Can HD be triple the fun? SES Americom hopes so as it launched an innovative “triple-feed” antenna program this week that will let cable operators receive HD programming from three different satellites. Steve Bunke, SES Americom vice president, media and entertainment sales, discussed the HD market in this Q&A.
Q: What exactly is a triple-feed antenna?
A: It’s one antenna that allows the cable operator to look at three satellites, in this instance AMC-4, AMC-1 and AMC-18. Each of them are two degrees apart so the triple-feed antenna allows the cable operator to save room in the antenna area.
Q: So are there also dual-feed antennas?
A: Yes. Comcast, for example, has a large number of antennas looking at AMC-1 and AMC-4 so we’ll swap those out at no cost and put in the triple feed.

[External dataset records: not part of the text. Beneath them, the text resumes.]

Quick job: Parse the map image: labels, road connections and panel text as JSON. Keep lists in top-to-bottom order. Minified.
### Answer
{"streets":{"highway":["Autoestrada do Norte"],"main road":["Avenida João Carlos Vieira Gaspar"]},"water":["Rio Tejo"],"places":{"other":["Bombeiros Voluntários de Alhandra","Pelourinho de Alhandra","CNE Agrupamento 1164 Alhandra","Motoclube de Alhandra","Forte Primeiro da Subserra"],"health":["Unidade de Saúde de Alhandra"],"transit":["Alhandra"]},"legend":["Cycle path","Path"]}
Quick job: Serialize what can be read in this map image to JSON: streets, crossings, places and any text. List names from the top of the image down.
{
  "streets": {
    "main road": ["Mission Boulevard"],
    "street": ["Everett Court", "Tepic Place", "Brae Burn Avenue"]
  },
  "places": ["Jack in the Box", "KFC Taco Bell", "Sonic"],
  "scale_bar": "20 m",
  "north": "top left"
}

Q: Comcast, Bresnan Communications, Brighthouse Networks, and Metrocast are among the first group of cable operators to make the move. Are you speaking with other operators?
A: Yes. Those four operators are the first ones we’ve signed contracts with but we’re talking to all of the major cable operators down the line.
Q: The need for triple-feed antennas is related to the launch of AMC-18. What will that satellite mean to SES Americom?
A: AMC-18 will be our third satellite in the HD Prime neighborhood and it’s scheduled to be launched in late November and be operational in the first half of 2007. We’re nearly sold out of transponder space on AMC-10 and AMC-11, the other two satellites in the neighborhood so AMC-18 will address our future needs and provide a growth opportunity.
Q: As someone involved in sales you obviously talk to a lot of customers about HD. How is it impacting your business?
A: HD will continue to eat up available capacity and it’s a matter of time before the HD explosion takes place. There are roughly 30 HD channels out there and we expect to see significant growth. But cable operators also recognize they need to expand their internal capacity for the demand of HD programming.
Q: Do you think that explosion in HD growth will take place in 2007?
A: It’s hard to forecast because it depends on the cable operators expanding so they can handle the additional programming.